Calais: French, English, Or a Little Bit of Both?
Far more than a simple stopover and ferry port between France and the British Isles, Calais has been playing a major role in shaping the sometimes bloody, often intricate and infamous relationship between the French and the English for over ten centuries now. Standing at the narrowest point between the two countries, overlooking the Straight of Dover, Calais has evolved from a thriving medieval wool export centre to an underrated, blooming city characterised by its intrinsically French yet undeniably British legacy (it is technically closer to London than to Paris), and shaped by a love for the untouched outdoors and local savoir-faire.
As a Europhile who once lived in the UK and later on in France, the convoluted stretch of history shared by the two nations in Calais was always of particular interest to me. Torn between my Latin roots and my Anglo-Saxon upbringing, fascinated by the military history and attracted to the city’s artistic affinities, Calais’ strategic importance drew me in like few other cities in France.
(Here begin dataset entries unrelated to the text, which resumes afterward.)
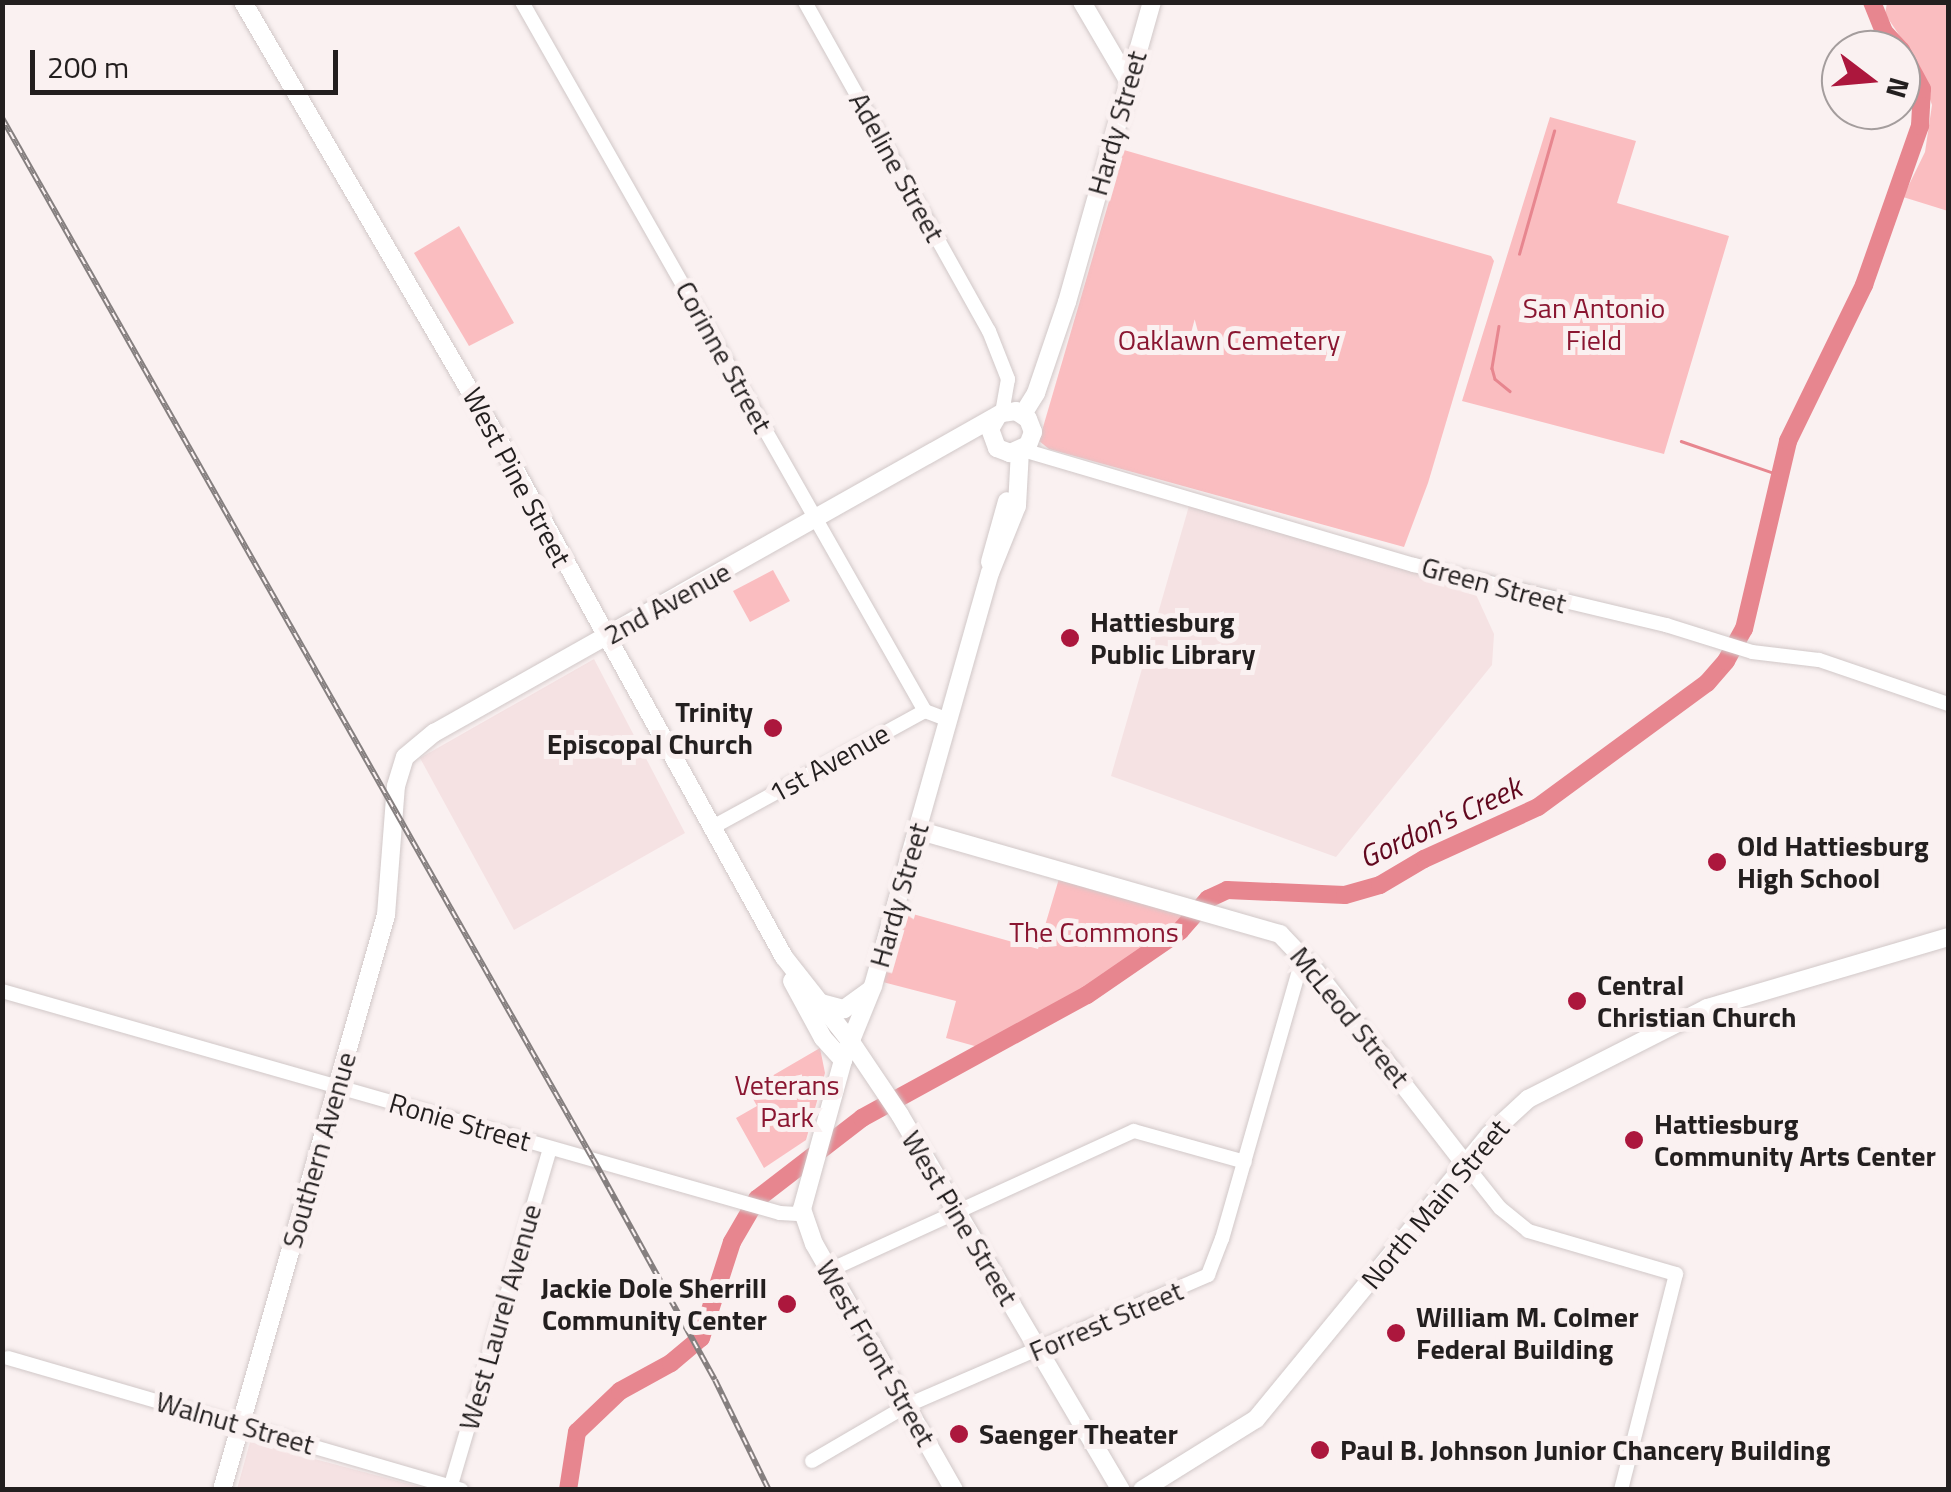 <!DOCTYPE html>
<style>
body{margin:0}
#map{position:relative;width:1951px;height:1492px;overflow:hidden;background:#faf1f1;font-family:"Titillium Web",sans-serif}
div>[style]{position:absolute}
[style*='--x']{left:calc(var(--x)*1px);top:calc(var(--y)*1px);width:calc(var(--w)*1px);rotate:calc(var(--a)*1deg)}
.built>*{inset:0;background:#f5e2e3}
.green>*{inset:0;background:#fabdc0}
.stream>*{height:2.5px;margin:-1.25px;padding:0 1.25px;transform-origin:1.25px;border-radius:1.25px;background:#e7868f}
.river>*{height:18px;margin:-9px;padding:0 9px;transform-origin:9px;border-radius:9px;background:#e7868f}
.roads{filter:drop-shadow(0 0 2px #d1c8c8) drop-shadow(0 0 2px #d1c8c8)}
.minor>*{height:14px;margin:-7px;padding:0 7px;transform-origin:7px;border-radius:7px;background:#fff}
.major>*{height:18px;margin:-9px;padding:0 9px;transform-origin:9px;border-radius:9px;background:#fff}
.rail>*{height:6px;margin-top:-3px;transform-origin:0;background:repeating-linear-gradient(90deg,#faf1f1 0 8px,#857f7f 0 16px);box-sizing:border-box;border-block:2px solid #857f7f}
.dots>*{width:28px;height:28px;translate:-50% -50%;box-sizing:border-box;border:5px solid #faf1f1;border-radius:50%}
span{translate:-50% -50%;white-space:nowrap;text-align:center;line-height:1.15;-webkit-text-stroke:10px #faf1f1;paint-order:stroke}
.street-label{font-size:28px;color:#231f1f}
.park-label{font-size:28px;color:#8a1631}
.poi-label{font-size:28px;color:#231f1f;font-weight:700}
.left{translate:0 -50%;text-align:left}
.right{translate:-100% -50%;text-align:right}
.water-label{font-size:30px;color:#61081e;font-style:italic}
.frame{position:absolute;inset:0;border:5px solid #231f1f;pointer-events:none}
.north{position:absolute;left:1821px;top:30px;width:100px;height:100px;box-sizing:border-box;background:#faf1f1;border:2px solid #a49d9d;border-radius:50%;rotate:106deg;font-size:28px;font-weight:700;line-height:40px;text-align:center;color:#231f1f}
.north::after{content:'';display:block;margin:auto;width:35px;height:45px;background:#ac173d;clip-path:polygon(50% 0,100% 100%,50% 72%,0 100%)}
.scale{position:absolute;left:30px;top:50px;width:308px;height:45px;box-sizing:border-box;border:5px solid #231f1f;border-top:0;padding-left:12px;font-size:30px;line-height:35px;white-space:nowrap;color:#231f1f;-webkit-text-stroke:8px #faf1f1;paint-order:stroke}
</style>
<div id="map">
<div class="built">
<i style="clip-path:polygon(1189px 506px,1473px 588px,1494px 634px,1492px 665px,1336px 857px,1111px 776px)"></i>
<i style="clip-path:polygon(594px 659px,685px 833px,514px 930px,420px 758px)"></i>
<i style="clip-path:polygon(250px 1442px,428px 1489px,237px 1489px)"></i>
</div>
<div class="green">
<i style="clip-path:polygon(1887px 3px,1948px 3px,1948px 211px,1903px 197px,1925px 152px,1932px 105px,1918px 63px,1885px 14px)"></i>
<i style="clip-path:polygon(1550px 117px,1636px 141px,1617px 203px,1729px 236px,1664px 454px,1462px 401px)"></i>
<i style="clip-path:polygon(1124px 150px,1491px 256px,1494px 261px,1428px 483px,1404px 547px,1049px 449px,1039px 441px)"></i>
<i style="clip-path:polygon(459px 226px,514px 323px,469px 346px,414px 253px)"></i>
<i style="clip-path:polygon(773px 570px,790px 601px,750px 622px,733px 591px)"></i>
<i style="clip-path:polygon(1061px 872px,1199px 909px,1180px 931px,1087px 995px,989px 1050px,946px 1038px,956px 1001px,875px 980px,895px 909px,1038px 949px)"></i>
<i style="clip-path:polygon(820px 1048px,825px 1073px,806px 1140px,764px 1168px,736px 1118px,757px 1106px,748px 1090px)"></i>
</div>
<div class="stream">
<i style="--x:1519;--y:254;--w:128;--a:-74.1"></i>
<i style="--x:1499;--y:326;--w:43;--a:99.5"></i>
<i style="--x:1492;--y:368;--w:11;--a:75"></i>
<i style="--x:1495;--y:379;--w:19;--a:39"></i>
<i style="--x:1681;--y:441;--w:105;--a:19"></i>
</div>
<div class="river">
<i style="--x:1872;--y:2;--w:32;--a:68"></i>
<i style="--x:1884;--y:32;--w:25;--a:47"></i>
<i style="--x:568;--y:1490;--w:59;--a:-81.2"></i>
<i style="--x:577;--y:1432;--w:59;--a:-43.6"></i>
<i style="--x:620;--y:1391;--w:58;--a:-28.8"></i>
<i style="--x:671;--y:1363;--w:39;--a:-40"></i>
<i style="--x:701;--y:1338;--w:101;--a:-72.1"></i>
<i style="--x:732;--y:1242;--w:50;--a:-59.8"></i>
<i style="--x:757;--y:1199;--w:133;--a:-37.6"></i>
<i style="--x:862;--y:1118;--w:256;--a:-28.7"></i>
<i style="--x:1087;--y:995;--w:113;--a:-34.5"></i>
<i style="--x:1180;--y:931;--w:43;--a:-48.8"></i>
<i style="--x:1208;--y:899;--w:21;--a:-25"></i>
<i style="--x:1227;--y:890;--w:118;--a:2.4"></i>
<i style="--x:1345;--y:895;--w:36;--a:-16"></i>
<i style="--x:1380;--y:885;--w:51;--a:-30.6"></i>
<i style="--x:1424;--y:859;--w:125;--a:-24.5"></i>
<i style="--x:1538;--y:807;--w:210;--a:-36.3"></i>
<i style="--x:1707;--y:683;--w:29;--a:-49"></i>
<i style="--x:1726;--y:661;--w:37;--a:-61"></i>
<i style="--x:1744;--y:629;--w:193;--a:-76.8"></i>
<i style="--x:1788;--y:441;--w:174;--a:-64"></i>
<i style="--x:1864;--y:285;--w:169;--a:-70.6"></i>
<i style="--x:1920;--y:126;--w:37;--a:-87"></i>
<i style="--x:1922;--y:89;--w:44;--a:-118.3"></i>
</div>
<div class="roads">
<div class="minor">
<i style="--x:522;--y:2;--w:816;--a:60.39"></i>
<i style="--x:805;--y:2;--w:377;--a:60.8"></i>
<i style="--x:989;--y:331;--w:52;--a:68.4"></i>
<i style="--x:1008;--y:379;--w:35;--a:100"></i>
<i style="--x:1023;--y:450;--w:408;--a:16.4"></i>
<i style="--x:1414;--y:565;--w:259;--a:13.4"></i>
<i style="--x:1666;--y:625;--w:90;--a:17.4"></i>
<i style="--x:1752;--y:652;--w:67;--a:6.8"></i>
<i style="--x:1819;--y:660;--w:136;--a:18.8"></i>
<i style="--x:711;--y:828;--w:244;--a:-28.7"></i>
<i style="--x:925;--y:711;--w:26;--a:21"></i>
<i style="--x:2;--y:991;--w:809;--a:15.93"></i>
<i style="--x:780;--y:1213;--w:22;--a:3"></i>
<i style="--x:1465;--y:1164;--w:56;--a:51.5"></i>
<i style="--x:1500;--y:1208;--w:36;--a:39"></i>
<i style="--x:1528;--y:1231;--w:154;--a:16.2"></i>
<i style="--x:1676;--y:1274;--w:223;--a:104.3"></i>
<i style="--x:830;--y:1270;--w:334;--a:-24.6"></i>
<i style="--x:1134;--y:1131;--w:115;--a:15.6"></i>
<i style="--x:8;--y:1358;--w:472;--a:16.2"></i>
<i style="--x:812;--y:1461;--w:111;--a:-30.3"></i>
<i style="--x:908;--y:1405;--w:327;--a:-23.4"></i>
<i style="--x:1208;--y:1275;--w:39;--a:-69"></i>
<i style="--x:1222;--y:1239;--w:294;--a:-74"></i>
<i style="--x:451;--y:1485;--w:351;--a:-73.6"></i>
</div>
<div class="major">
<i style="--x:243;--y:2;--w:506;--a:59.74"></i>
<i style="--x:498;--y:439;--w:592;--a:61.1"></i>
<i style="--x:784;--y:957;--w:108;--a:51.8"></i>
<i style="--x:851;--y:1042;--w:88;--a:56.1"></i>
<i style="--x:900;--y:1115;--w:435;--a:59.5"></i>
<i style="--x:1082;--y:2;--w:93;--a:59.6"></i>
<i style="--x:1023;--y:414;--w:25;--a:-58"></i>
<i style="--x:1036;--y:393;--w:96;--a:-71.2"></i>
<i style="--x:1067;--y:302;--w:312;--a:-74.2"></i>
<i style="--x:990;--y:562;--w:63;--a:-74.4"></i>
<i style="--x:917;--y:830;--w:378;--a:16"></i>
<i style="--x:1280;--y:934;--w:52;--a:46.5"></i>
<i style="--x:1316;--y:972;--w:243;--a:52.2"></i>
<i style="--x:792;--y:981;--w:65;--a:61.5"></i>
<i style="--x:823;--y:1038;--w:30;--a:48"></i>
<i style="--x:821;--y:1003;--w:24;--a:15"></i>
<i style="--x:844;--y:1009;--w:32;--a:-36"></i>
<i style="--x:222;--y:1490;--w:598;--a:-74.08"></i>
<i style="--x:386;--y:915;--w:129;--a:-85.6"></i>
<i style="--x:396;--y:786;--w:30;--a:-73"></i>
<i style="--x:405;--y:757;--w:38;--a:-40"></i>
<i style="--x:434;--y:733;--w:652;--a:-29.4"></i>
<i style="--x:1002;--y:413;--w:14;--a:-8"></i>
<i style="--x:1016;--y:411;--w:14;--a:34"></i>
<i style="--x:1028;--y:419;--w:14;--a:69"></i>
<i style="--x:1033;--y:432;--w:14;--a:111"></i>
<i style="--x:1028;--y:445;--w:20;--a:156"></i>
<i style="--x:1010;--y:453;--w:14;--a:-159"></i>
<i style="--x:997;--y:448;--w:20;--a:-110"></i>
<i style="--x:990;--y:429;--w:14;--a:-60"></i>
<i style="--x:954;--y:1490;--w:283;--a:-119.6"></i>
<i style="--x:814;--y:1244;--w:37;--a:-109"></i>
<i style="--x:802;--y:1209;--w:155;--a:-74.6"></i>
<i style="--x:843;--y:1060;--w:80;--a:-67.9"></i>
<i style="--x:873;--y:986;--w:429;--a:-74.2"></i>
<i style="--x:990;--y:573;--w:72;--a:-68.1"></i>
<i style="--x:1017;--y:506;--w:55;--a:-86.9"></i>
<i style="--x:1142;--y:1490;--w:134;--a:-31.9"></i>
<i style="--x:1256;--y:1419;--w:367;--a:-50.6"></i>
<i style="--x:1489;--y:1135;--w:53;--a:-42.7"></i>
<i style="--x:1528;--y:1099;--w:201;--a:-26.9"></i>
<i style="--x:1707;--y:1008;--w:251;--a:-16.4"></i>
</div>
</div>
<div class="rail">
<i style="--x:2;--y:118;--w:1197;--a:60.42"></i>
<i style="--x:593;--y:1159;--w:252;--a:61.1"></i>
<i style="--x:715;--y:1380;--w:123;--a:63.9"></i>
</div>
<div class="dots">
<i style="left:1070px;top:638px;background:#ac173d"></i>
<i style="left:773px;top:728px;background:#ac173d"></i>
<i style="left:1717px;top:862px;background:#ac173d"></i>
<i style="left:1577px;top:1001px;background:#ac173d"></i>
<i style="left:1634px;top:1140px;background:#ac173d"></i>
<i style="left:787px;top:1304px;background:#ac173d"></i>
<i style="left:1396px;top:1333px;background:#ac173d"></i>
<i style="left:959px;top:1434px;background:#ac173d"></i>
<i style="left:1320px;top:1450px;background:#ac173d"></i>
</div>
<div class="street-label">
<span style="left:1117px;top:123px;rotate:-74deg">Hardy Street</span>
<span style="left:897px;top:167px;rotate:61deg">Adeline Street</span>
<span style="left:724px;top:357px;rotate:61deg">Corinne Street</span>
<span style="left:517px;top:477px;rotate:62deg">West Pine Street</span>
<span style="left:1494px;top:585px;rotate:15deg">Green Street</span>
<span style="left:667px;top:603px;rotate:-29deg">2nd Avenue</span>
<span style="left:829px;top:763px;rotate:-29deg">1st Avenue</span>
<span style="left:899px;top:895px;rotate:-74deg">Hardy Street</span>
<span style="left:1350px;top:1017px;rotate:51deg">McLeod Street</span>
<span style="left:460px;top:1122px;rotate:16deg">Ronie Street</span>
<span style="left:319px;top:1150px;rotate:-74deg">Southern Avenue</span>
<span style="left:1435px;top:1204px;rotate:-50deg">North Main Street</span>
<span style="left:960px;top:1218px;rotate:59deg">West Pine Street</span>
<span style="left:500px;top:1317px;rotate:-74deg">West Laurel Avenue</span>
<span style="left:1106px;top:1321px;rotate:-23deg">Forrest Street</span>
<span style="left:876px;top:1353px;rotate:60deg">West Front Street</span>
<span style="left:235px;top:1423px;rotate:16deg">Walnut Street</span>
</div>
<div class="park-label">
<span style="left:1594px;top:324px">San Antonio<br>Field</span>
<span style="left:1229px;top:340px">Oaklawn Cemetery</span>
<span style="left:1094px;top:932px">The Commons</span>
<span style="left:787px;top:1101px">Veterans<br>Park</span>
</div>
<div class="poi-label">
<span class="left" style="left:1090px;top:638px">Hattiesburg<br>Public Library</span>
<span class="right" style="left:753px;top:728px">Trinity<br>Episcopal Church</span>
<span class="left" style="left:1737px;top:862px">Old Hattiesburg<br>High School</span>
<span class="left" style="left:1597px;top:1001px">Central<br>Christian Church</span>
<span class="left" style="left:1654px;top:1140px">Hattiesburg<br>Community Arts Center</span>
<span class="right" style="left:767px;top:1304px">Jackie Dole Sherrill<br>Community Center</span>
<span class="left" style="left:1416px;top:1333px">William M. Colmer<br>Federal Building</span>
<span class="left" style="left:979px;top:1434px">Saenger Theater</span>
<span class="left" style="left:1340px;top:1450px">Paul B. Johnson Junior Chancery Building</span>
</div>
<div class="water-label">
<span style="left:1440px;top:822px;rotate:-25deg">Gordon's Creek</span>
</div>
<div class="frame"></div>
<div class="north">N</div>
<div class="scale">200 m</div>
</div>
Like any historic port city, Calais has a long-standing history of trading and craft. A major centre for transport with England and an English territorial possession until 1558, Calais is nowadays mostly famous for its lace industry – which is remarkably highlighted at the International Centre of Lace and Fashion. Indeed, Dentelle de Calais is a registered and protected trademark that is exclusively reserved for lace made by highly skilled master lace-makers using a unique method of knotting between the warp and the weft on Leavers looms. But there is more than meets the eye in this story, for Calais lace originated in… England. Nottingham, more precisely! It all started when mechanics and tulle manufacturers emigrated to the Old Continent in the hope of escaping economic trouble and social unrest, smuggling in requisite supplies of looms and cotton cable. The rest, as they say, is history.
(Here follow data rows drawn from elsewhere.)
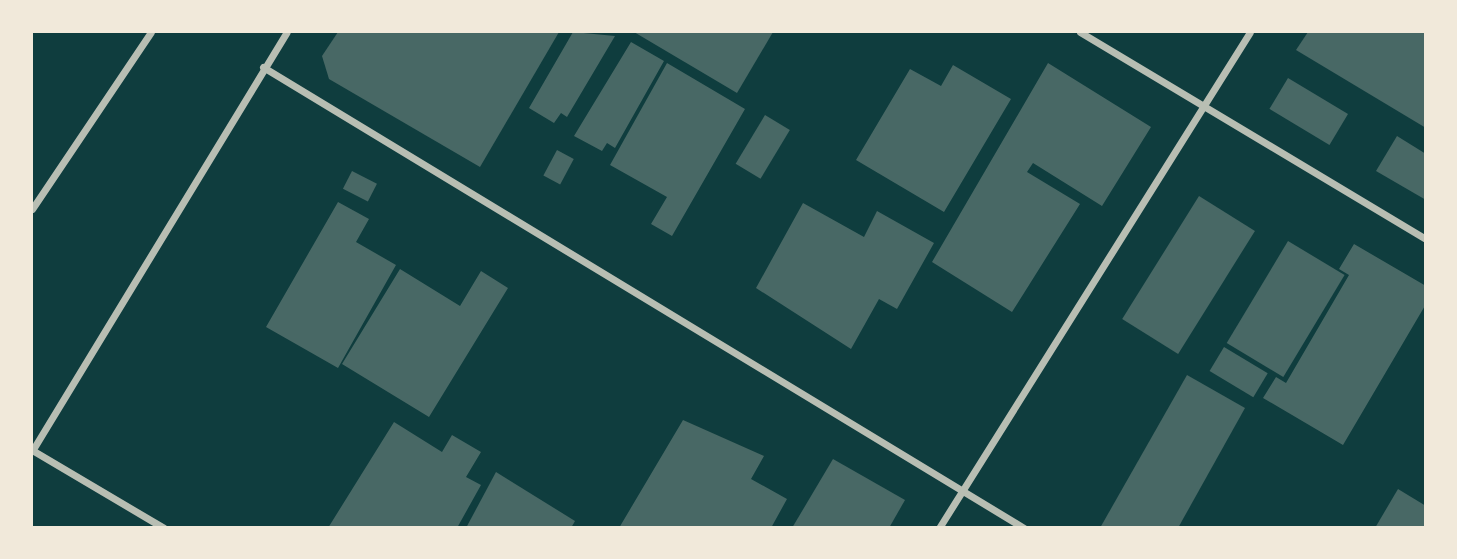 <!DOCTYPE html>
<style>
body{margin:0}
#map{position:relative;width:1457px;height:559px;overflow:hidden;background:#0f3d3e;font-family:"DejaVu Sans",sans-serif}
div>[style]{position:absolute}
.building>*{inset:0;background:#486865;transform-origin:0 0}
.minor>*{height:7px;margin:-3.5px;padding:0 3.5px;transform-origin:3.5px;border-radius:3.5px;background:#b8beb3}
span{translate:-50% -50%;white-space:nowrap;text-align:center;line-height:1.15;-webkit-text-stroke:5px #f1e9da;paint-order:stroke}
.frame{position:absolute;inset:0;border:33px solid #f1e9da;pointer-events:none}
</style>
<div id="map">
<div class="building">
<i style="clip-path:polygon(338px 32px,559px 32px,480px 167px,329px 79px,322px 56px)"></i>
<i style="clip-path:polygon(573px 32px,615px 36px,567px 117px,561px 113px,554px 123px,529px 108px)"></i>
<i style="clip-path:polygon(634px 32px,773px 32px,737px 93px)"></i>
<i style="clip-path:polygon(1308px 32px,1426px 32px,1426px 128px,1296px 50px)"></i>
<i style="clip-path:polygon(631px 42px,664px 61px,615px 148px,607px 143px,602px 151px,574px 136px)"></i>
<i style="clip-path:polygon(667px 63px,745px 109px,672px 236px,651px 224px,667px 197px,610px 165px)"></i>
<i style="clip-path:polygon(1048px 63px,1151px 127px,1102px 206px,1033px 163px,1027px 172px,1080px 204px,1012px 312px,932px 262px)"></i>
<i style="clip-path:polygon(953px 65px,1011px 99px,944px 212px,856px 160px,910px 69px,941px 86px)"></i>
<i style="left:1288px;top:78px;width:70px;height:36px;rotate:31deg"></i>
<i style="left:765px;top:115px;width:29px;height:57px;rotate:31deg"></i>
<i style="clip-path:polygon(1397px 136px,1426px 154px,1426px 200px,1376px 171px)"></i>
<i style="left:557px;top:150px;width:19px;height:29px;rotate:28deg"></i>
<i style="left:352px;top:171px;width:28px;height:20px;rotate:27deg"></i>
<i style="left:1199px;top:196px;width:66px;height:145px;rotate:32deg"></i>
<i style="clip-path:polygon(338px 202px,369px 219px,356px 242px,396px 265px,338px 368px,266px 327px)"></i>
<i style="clip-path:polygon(803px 203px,864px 237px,877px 211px,934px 243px,897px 309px,879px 299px,851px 349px,756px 288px)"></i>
<i style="left:1288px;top:241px;width:66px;height:119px;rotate:31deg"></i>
<i style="clip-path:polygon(1354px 244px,1426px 286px,1426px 304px,1343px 445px,1263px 398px,1276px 377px,1286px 383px,1349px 275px,1339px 269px)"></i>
<i style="clip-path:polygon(400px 269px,460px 306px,481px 271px,508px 288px,429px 417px,342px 364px)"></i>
<i style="left:1224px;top:347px;width:51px;height:28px;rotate:31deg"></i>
<i style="clip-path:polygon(1187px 375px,1245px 408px,1178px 528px,1100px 528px)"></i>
<i style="clip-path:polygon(683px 420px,764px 456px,751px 479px,787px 499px,771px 528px,619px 528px)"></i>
<i style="clip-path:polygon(394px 422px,442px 452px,452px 435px,481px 452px,466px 477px,481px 485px,457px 528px,328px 528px)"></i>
<i style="clip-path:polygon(833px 459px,905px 500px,889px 528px,792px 528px)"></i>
<i style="clip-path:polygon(496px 472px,575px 521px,571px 528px,466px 528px)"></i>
<i style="clip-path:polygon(1398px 489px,1426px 506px,1426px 528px,1375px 528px)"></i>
</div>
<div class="minor">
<i style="left:1080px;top:32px;width:403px;rotate:30.9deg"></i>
<i style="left:263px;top:67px;width:890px;rotate:31.21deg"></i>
<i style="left:32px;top:209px;width:213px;rotate:-56.1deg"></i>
<i style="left:32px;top:450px;width:153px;rotate:30.6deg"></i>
<i style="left:32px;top:451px;width:490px;rotate:-58.7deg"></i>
<i style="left:939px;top:528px;width:585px;rotate:-57.91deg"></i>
</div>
<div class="frame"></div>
</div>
But despite being an icon of the region, Dentelle de Calais is just a tiny stretch of the city’s history; unfortunately, Calais was virtually razed during World War II as Germans had built massive bunkers along the coast in preparation for launching missiles on England. It eventually rose from its ashes and evolved into a welcoming, entertaining small city with some of the best food I’ve ever tasted; being this close to the ocean obviously comes with mouth-watering benefits in the form of seafood – moules marinières, anyone? For a multi-sensory experience I strongly suggest visiting the region’s world-class museums, like the newly opened Louvre-Lens nearby (like a mini version of the Louvre minus the crowds) and the half dozen art museums in the Calais town centre, some of which have a significant emphasis on English artists like Turner, Bonington, Woodrow and Flanagan.
Calais also boasts accessible, outstanding natural beauty. Its well-preserved coastline offers unobstructed views of one of England’s most famous natural landmarks, the White Cliffs of Dover, which can easily be admired on a clear day as they are just 21 miles across the Channel. Pas-de-Calais region also has its own chalk cliffs and sandy beaches (a rarity in Northern France) at Cap Blanc Nez on the aptly named Opal Coast. In my opinion, few things beat a leisurely walk along the tranquil coast, with the wind softly brushing on my cheeks and the fresh saline air filling my lungs after a day of cultural discoveries.
The truth is, Calais deserves far more attention than what it usually gets; for this is a multi-faceted town where time seems to go by at a slightly slower pace, and where arts and crafts, seaside cuisine, the great outdoors and History with a capital H have been gleefully mingling for over ten centuries for the benefit of curious visitors that dare to venture outside the French capital’s busy streets.